Der ganze Witz an der Sache ist, dass man die Gesetze in Deutschland nicht mal ändern müsste; illegales Glücksspiel, speziell gewerblich betriebenes, steht schon jetzt unter Strafe, und so, wie Glücksspiel in den Glücksspielgesetzen der Bundesländer definiert ist, ließen sich bezahlte Lootboxen darunter genauso subsumieren. Das Problem: Werden sie bislang nicht, weil die Spielindustrie eine Lobby hat, welche Behörden, Juristen und Politikern den Floh ins Ohr setzt, dass man ja nichts von Wert gewinnen könne und es demnach kein „echtes“ Glücksspiel sei. Erstens: Wenn die „Gewinne“ nichts wert sein sollen, warum erdreistet man sich dann, echtes Geld dafür zu verlangen? Und zweitens: Wenn die Gesetze zur Glücksspielregulierung in erster Linie dazu dienen, Spieler vor unkontrollierten Verlusten (mit allen Problemen, die das nach sich zieht) und Spielsucht zu schützen, und nicht etwa, sie vor zu hohen Gewinnen zu bewahren, sind echte Gewinne von Wert im Grunde völlig entbehrlich. Sobald das Spiel zufallsbasiert mit unbekanntem Ausgang ist und sie als Spieler Geld für die Teilnahme zahlen müssen, sind alle Voraussetzungen erfüllt, um die Schadwirkungen, vor denen die Glücksspielgesetze primär schützen sollen, eintreten zu lassen.
Um die Frage, ob bezahlte Lootboxen denn nun „simuliertes“ oder echtes Glücksspiel seien, ein für alle Mal zu beantworten: Sie sind aus Spielersicht Glücksspiel mit
echtem Spieleinsatz und
simulierter Gewinnausschüttung, also mit mit
echten Verlusten und
simuliertem Gewinn.
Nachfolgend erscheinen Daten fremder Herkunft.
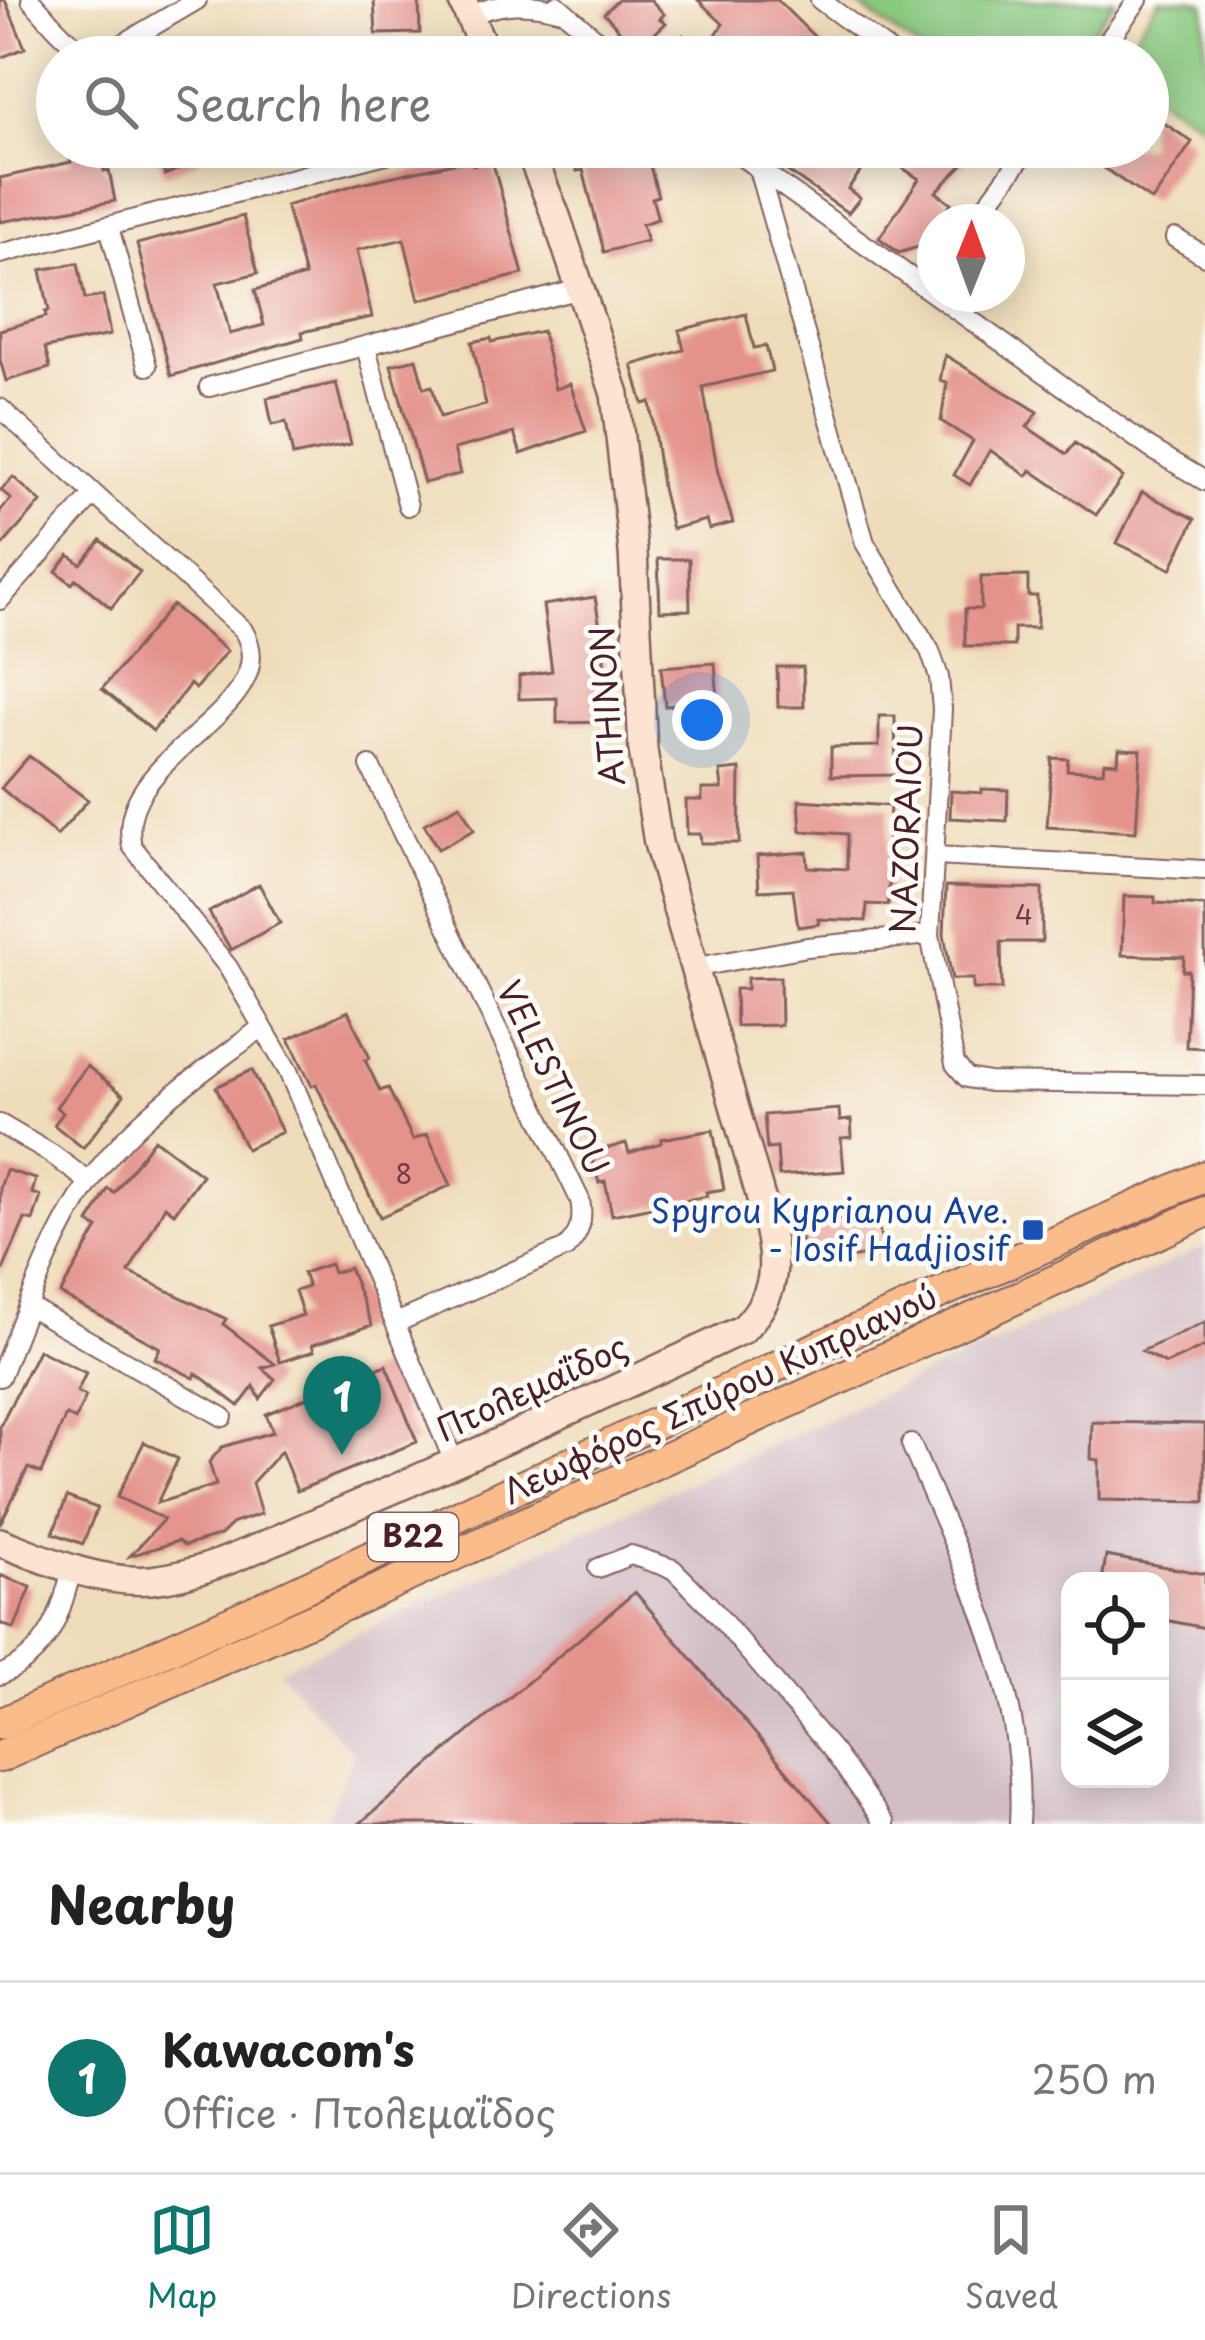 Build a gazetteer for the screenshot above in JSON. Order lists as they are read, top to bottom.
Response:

Aus Betreibersicht sind sie Glücksspiel mit
echten Einnahmen und
simulierten Ausgaben, also mit
echtem Gewinn und
simulierten Verlusten.
Sie nicht unter die Glücksspielregulierung fallen zu lassen, nur weil es an den Gewinnen „von echtem Wert“ fehlt, ist, wenn man nach dem Ziel der Gesetzgebung geht, nicht nur völlig widersinnig, es führt auch zu der absurden Situation, dass ein Siebzehnjähriger sich nicht einmal für zwei Euro ein Lotterielos kaufen darf, das ihn theoretisch zum Millionär machen könnte, aber ein Zwölfjähriger ganz legal drei- oder gar vierstellige Beträge in FIFA & Co. oder irgendwelchen Mobile-Gacha-Games für Lootboxen verballern darf, ohne dass er Aussicht darauf hätte, auch nur seinen Einsatz jemals wiederzusehen. Und die Items, die man gewinnen kann, kosten den Betreiber nichts, lassen sich endlos reproduzieren (es ist einfach nur eine Änderung von Bits im Spielstand des Spielers) und gleichzeitig vom Spieler nicht mehr monetär verwerten. Selbst bei Plattformen wie dem Steam-Marktplatz erhält man nur „Guthaben“, welches sich wieder auf der Plattform einlösen lässt; der Käufer muss dafür beim Plattformbetreiber (Valve) in Vorkasse gehen, um selbst Guthaben aufzuladen, und das Guthaben lässt sich nicht wieder auszahlen, das Geld bleibt in jedem Fall beim Betreiber, in dem Fall eben Valve (die auch noch von jeder Transaktionen einen Teil als „Gebühr“ abzweigen, sodass eingezahltes Geld auch noch eine Halbwertszeit hat).
Bezahlte Lootboxen sind nicht nur echtes Glücksspiel, sie sind
schlimmer als klassisches Glücksspiel, wie man es von Lotterien und aus dem Casino kennt, weil die Spielbetreiber geschickt ihr finanzielles Restrisiko, das ihnen sonst durch Gewinnauszahlungen entstünde, aus der Gleichung entfernen, es ist also Glücksspiel, wo die „Bank“ gar kein Risiko mehr trägt. Die Glücksspielgesetze sollen aber unter anderem genau dem einen Riegel vorschieben, indem es zum Beispiel in vielen Ländern Auflagen dafür gibt, wie die Gewinnchancen an Spielautomaten programmiert sein müssen, damit der Spieler nicht völlig unrechtmäßig übervorteilt wird – auch hier ist die Videospielmafia bislang fein raus, weil niemand kontrolliert, wie sie die Gewinnchancen ihrer Lootboxen manipulieren.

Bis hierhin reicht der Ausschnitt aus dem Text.